Braised Chicken With Prunes
- 4 chicken thighs
- 4 chicken drumsticks
- Kosher salt and freshly ground black pepper
- 1/2 cup flour
- 3 tablespoons olive oil
- 1/4 cup white wine vinegar
- 1 cup dry white wine
- 12 large, plump dried prunes (preferably pruneaux d'Agen)
- Generously season chicken pieces with salt and pepper.
- Spread flour in a wide, shallow bowl, and dredge chicken until it is well coated.
- Shake off any excess flour.
- Place a deep saute pan (just large enough to hold the chicken pieces in a single layer) over medium-high heat for a minute or two.
- Add olive oil, and heat until oil shimmers.
- Arrange chicken pieces in pan, skin side down, and allow to sit without being moved until undersides are browned, about 3 minutes.
- Turn chicken, and allow to sit again until browned, 3 to 4 minutes.

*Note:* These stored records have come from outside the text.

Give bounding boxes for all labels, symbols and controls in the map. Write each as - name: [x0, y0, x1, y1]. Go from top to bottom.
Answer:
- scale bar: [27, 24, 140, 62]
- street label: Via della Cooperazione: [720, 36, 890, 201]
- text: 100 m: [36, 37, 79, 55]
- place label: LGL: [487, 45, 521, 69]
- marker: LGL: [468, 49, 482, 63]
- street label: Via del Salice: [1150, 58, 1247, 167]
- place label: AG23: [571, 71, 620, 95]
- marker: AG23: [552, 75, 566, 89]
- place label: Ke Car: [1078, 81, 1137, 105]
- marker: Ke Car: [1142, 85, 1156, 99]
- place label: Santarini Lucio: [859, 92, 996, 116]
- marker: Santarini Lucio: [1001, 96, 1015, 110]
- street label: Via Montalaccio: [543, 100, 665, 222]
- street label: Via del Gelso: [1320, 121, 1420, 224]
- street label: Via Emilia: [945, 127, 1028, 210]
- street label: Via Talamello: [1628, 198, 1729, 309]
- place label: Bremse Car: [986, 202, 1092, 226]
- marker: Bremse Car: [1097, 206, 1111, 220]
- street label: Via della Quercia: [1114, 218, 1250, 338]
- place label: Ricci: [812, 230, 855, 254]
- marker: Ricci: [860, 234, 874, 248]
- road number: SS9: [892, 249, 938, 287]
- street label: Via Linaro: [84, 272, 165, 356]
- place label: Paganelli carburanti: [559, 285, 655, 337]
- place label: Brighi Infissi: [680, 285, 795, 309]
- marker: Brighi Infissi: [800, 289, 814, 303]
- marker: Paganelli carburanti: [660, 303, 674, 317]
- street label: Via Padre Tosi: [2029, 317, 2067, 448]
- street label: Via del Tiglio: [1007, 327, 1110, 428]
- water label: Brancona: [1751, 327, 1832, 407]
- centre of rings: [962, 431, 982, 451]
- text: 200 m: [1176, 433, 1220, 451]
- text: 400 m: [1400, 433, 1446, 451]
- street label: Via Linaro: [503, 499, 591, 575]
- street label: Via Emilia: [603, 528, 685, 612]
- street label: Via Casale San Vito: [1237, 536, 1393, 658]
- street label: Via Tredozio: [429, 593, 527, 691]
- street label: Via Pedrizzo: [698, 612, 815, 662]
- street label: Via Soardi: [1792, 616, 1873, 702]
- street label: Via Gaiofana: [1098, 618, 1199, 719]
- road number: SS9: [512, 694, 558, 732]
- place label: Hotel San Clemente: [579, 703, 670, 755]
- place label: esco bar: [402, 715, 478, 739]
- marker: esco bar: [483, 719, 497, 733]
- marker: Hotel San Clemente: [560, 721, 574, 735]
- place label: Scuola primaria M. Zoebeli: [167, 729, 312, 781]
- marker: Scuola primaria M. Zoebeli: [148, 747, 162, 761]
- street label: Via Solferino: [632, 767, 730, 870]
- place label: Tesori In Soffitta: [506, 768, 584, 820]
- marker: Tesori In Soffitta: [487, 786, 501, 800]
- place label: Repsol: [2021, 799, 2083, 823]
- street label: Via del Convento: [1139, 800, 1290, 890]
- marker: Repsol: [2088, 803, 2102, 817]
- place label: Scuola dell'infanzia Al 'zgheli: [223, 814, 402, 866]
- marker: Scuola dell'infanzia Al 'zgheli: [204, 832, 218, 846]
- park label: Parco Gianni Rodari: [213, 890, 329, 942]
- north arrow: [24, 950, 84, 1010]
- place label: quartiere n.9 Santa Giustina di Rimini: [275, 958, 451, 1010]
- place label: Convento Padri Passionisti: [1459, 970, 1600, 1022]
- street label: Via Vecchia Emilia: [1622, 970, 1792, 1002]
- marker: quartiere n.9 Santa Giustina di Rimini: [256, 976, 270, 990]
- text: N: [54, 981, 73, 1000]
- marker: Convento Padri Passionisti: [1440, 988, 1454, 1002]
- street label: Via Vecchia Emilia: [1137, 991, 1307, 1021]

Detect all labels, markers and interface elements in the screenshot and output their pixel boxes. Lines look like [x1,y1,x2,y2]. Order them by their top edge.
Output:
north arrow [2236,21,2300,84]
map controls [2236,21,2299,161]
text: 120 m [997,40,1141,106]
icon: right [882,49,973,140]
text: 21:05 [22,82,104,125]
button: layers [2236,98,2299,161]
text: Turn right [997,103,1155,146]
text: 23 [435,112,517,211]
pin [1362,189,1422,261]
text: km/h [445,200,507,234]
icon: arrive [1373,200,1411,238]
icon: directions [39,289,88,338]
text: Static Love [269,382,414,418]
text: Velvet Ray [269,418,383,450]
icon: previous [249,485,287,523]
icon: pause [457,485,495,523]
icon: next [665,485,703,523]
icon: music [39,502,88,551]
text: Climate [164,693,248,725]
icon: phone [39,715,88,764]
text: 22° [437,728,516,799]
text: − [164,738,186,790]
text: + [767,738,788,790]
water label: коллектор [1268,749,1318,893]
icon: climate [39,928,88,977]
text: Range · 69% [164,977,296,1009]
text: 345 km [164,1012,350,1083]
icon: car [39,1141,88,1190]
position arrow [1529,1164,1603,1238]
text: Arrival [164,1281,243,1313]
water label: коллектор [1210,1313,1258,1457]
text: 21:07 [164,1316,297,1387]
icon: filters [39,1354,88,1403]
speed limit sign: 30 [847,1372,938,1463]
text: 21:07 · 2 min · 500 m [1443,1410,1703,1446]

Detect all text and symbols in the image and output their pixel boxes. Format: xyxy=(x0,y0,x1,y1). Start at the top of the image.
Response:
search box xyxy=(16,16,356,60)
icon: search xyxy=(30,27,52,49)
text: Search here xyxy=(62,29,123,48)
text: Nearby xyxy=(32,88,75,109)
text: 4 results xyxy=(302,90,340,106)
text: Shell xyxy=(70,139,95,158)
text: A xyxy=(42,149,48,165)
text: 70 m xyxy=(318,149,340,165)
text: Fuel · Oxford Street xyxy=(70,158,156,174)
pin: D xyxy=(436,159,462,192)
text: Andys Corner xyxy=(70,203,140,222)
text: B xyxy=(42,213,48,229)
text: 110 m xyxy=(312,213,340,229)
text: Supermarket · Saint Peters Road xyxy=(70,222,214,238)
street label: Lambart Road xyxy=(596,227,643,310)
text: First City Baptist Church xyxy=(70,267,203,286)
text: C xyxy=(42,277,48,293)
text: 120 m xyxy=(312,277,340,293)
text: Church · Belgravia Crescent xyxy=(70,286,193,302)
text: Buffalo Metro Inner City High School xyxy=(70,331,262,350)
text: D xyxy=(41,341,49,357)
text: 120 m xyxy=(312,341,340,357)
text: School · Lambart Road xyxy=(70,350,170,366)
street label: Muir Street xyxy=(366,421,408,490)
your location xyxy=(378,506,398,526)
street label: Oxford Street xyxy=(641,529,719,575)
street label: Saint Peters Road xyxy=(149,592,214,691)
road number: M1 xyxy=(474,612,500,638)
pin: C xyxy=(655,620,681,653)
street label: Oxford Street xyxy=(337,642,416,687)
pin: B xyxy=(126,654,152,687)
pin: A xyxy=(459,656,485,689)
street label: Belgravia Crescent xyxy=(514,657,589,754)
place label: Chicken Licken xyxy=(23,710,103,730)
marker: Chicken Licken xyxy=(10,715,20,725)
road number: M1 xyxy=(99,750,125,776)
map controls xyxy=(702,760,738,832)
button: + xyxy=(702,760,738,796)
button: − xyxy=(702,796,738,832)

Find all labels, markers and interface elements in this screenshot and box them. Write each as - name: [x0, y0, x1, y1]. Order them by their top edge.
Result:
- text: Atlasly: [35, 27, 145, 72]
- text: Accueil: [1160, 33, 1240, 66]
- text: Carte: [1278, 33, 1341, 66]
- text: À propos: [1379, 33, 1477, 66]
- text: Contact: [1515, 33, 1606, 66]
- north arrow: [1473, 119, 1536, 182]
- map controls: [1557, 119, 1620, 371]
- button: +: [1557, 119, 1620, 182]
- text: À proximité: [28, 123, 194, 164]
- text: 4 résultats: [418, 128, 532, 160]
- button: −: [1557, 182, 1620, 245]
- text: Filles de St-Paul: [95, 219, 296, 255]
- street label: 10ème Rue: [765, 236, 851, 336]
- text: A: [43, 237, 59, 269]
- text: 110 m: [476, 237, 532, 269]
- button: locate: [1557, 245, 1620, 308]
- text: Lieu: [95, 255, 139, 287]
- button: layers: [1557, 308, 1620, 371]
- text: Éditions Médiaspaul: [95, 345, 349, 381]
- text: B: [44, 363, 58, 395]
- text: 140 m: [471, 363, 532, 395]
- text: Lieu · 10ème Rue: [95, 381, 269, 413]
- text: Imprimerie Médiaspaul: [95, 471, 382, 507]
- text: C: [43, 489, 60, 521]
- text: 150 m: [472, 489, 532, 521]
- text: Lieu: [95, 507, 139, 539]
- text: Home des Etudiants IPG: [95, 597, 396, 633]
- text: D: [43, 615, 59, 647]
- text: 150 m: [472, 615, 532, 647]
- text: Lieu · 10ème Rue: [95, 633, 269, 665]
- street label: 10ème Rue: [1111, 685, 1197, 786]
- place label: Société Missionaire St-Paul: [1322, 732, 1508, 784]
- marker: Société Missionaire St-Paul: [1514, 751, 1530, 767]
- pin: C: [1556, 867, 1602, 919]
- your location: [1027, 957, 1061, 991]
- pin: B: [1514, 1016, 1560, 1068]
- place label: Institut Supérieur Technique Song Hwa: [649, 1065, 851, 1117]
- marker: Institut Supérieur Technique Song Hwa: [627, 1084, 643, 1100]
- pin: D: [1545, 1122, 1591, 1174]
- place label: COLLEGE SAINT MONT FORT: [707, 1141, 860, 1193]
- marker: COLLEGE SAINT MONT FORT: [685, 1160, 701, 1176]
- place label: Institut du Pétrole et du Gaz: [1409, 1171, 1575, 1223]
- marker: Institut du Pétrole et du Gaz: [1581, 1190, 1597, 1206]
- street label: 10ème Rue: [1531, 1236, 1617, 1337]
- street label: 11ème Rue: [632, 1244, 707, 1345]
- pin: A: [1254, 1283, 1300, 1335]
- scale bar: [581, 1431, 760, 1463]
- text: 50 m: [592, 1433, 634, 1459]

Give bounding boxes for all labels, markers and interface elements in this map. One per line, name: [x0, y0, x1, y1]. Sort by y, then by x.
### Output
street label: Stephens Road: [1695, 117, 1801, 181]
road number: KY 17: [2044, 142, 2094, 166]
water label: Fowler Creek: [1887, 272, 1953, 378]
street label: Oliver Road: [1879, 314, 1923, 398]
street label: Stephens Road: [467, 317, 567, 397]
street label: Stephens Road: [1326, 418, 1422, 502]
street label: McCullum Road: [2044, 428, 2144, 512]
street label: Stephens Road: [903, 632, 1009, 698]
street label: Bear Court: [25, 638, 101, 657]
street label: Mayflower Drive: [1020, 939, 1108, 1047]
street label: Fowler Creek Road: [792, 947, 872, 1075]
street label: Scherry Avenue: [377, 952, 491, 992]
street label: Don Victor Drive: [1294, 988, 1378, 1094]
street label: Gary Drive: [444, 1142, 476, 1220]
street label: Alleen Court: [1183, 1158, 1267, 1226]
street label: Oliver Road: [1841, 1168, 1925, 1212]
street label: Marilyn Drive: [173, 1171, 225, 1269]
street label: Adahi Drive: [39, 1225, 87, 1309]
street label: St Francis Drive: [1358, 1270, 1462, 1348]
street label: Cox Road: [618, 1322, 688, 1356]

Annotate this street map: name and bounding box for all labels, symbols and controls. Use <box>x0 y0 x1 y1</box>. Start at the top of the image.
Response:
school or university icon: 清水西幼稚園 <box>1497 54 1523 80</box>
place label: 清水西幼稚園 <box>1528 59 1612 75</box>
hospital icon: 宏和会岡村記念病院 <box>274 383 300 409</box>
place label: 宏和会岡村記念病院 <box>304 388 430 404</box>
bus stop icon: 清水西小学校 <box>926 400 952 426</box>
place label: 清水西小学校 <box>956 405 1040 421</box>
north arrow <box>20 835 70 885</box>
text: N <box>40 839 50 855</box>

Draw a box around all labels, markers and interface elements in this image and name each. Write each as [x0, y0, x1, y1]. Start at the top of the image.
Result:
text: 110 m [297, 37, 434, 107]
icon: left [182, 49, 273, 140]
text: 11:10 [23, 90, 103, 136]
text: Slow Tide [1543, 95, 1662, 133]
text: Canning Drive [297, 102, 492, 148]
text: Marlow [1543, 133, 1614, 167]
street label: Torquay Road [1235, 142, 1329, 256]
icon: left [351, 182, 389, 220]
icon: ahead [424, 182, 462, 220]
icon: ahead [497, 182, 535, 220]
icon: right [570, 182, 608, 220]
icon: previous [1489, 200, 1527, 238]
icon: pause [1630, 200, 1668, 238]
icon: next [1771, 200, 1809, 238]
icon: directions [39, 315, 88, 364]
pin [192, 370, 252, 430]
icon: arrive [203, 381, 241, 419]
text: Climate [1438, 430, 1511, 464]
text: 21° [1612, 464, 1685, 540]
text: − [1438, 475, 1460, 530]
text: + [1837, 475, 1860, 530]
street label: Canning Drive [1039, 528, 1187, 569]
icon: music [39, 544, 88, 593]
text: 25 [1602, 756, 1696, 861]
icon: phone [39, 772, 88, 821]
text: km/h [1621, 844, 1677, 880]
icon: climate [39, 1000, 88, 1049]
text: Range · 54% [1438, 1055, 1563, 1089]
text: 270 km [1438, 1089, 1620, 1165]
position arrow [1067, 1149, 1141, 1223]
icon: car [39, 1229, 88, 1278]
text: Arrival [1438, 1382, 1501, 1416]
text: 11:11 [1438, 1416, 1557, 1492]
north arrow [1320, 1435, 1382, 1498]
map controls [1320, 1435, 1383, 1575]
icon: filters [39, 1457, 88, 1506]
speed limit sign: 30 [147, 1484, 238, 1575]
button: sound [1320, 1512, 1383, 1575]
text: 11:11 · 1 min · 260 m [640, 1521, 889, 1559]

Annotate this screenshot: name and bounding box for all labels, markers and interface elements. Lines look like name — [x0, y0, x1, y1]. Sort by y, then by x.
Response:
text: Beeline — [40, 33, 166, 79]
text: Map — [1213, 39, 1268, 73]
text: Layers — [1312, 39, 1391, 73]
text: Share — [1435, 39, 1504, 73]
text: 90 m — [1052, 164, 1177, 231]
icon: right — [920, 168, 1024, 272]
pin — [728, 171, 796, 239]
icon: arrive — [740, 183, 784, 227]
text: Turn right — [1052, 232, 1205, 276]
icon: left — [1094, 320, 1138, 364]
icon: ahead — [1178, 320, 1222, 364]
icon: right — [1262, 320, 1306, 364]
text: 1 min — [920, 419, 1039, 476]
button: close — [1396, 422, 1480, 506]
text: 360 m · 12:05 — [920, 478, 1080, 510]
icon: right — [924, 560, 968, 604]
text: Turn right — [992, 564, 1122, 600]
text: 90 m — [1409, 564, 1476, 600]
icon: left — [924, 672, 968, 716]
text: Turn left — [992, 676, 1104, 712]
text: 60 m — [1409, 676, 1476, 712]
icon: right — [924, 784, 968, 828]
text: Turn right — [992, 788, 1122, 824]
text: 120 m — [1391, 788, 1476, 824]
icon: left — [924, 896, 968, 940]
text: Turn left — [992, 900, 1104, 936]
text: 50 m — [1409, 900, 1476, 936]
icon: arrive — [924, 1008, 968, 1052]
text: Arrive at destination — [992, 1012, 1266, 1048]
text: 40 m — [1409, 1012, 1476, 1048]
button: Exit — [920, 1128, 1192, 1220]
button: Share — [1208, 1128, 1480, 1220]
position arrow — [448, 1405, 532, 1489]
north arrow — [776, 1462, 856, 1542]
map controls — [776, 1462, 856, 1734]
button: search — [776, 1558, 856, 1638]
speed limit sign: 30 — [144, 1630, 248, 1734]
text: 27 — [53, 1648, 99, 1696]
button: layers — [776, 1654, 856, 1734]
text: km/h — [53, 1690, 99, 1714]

- Add vinegar, wine and prunes.
- Cover, and reduce heat to low.
- Simmer, basting occasionally, until chicken meat is tender and almost falling off the bone, about 30 minutes.
- Using a slotted spoon, transfer chicken pieces and prunes to a platter, and keep warm.
- Raise heat under the pan to high, and reduce pan juices for a minute or two.
- Pour juices over chicken pieces, and serve.
chicken thighs, chicken, kosher salt, flour, olive oil, white wine vinegar, white wine, prunes
Taken from cooking.nytimes.com/recipes/8985 (may not work)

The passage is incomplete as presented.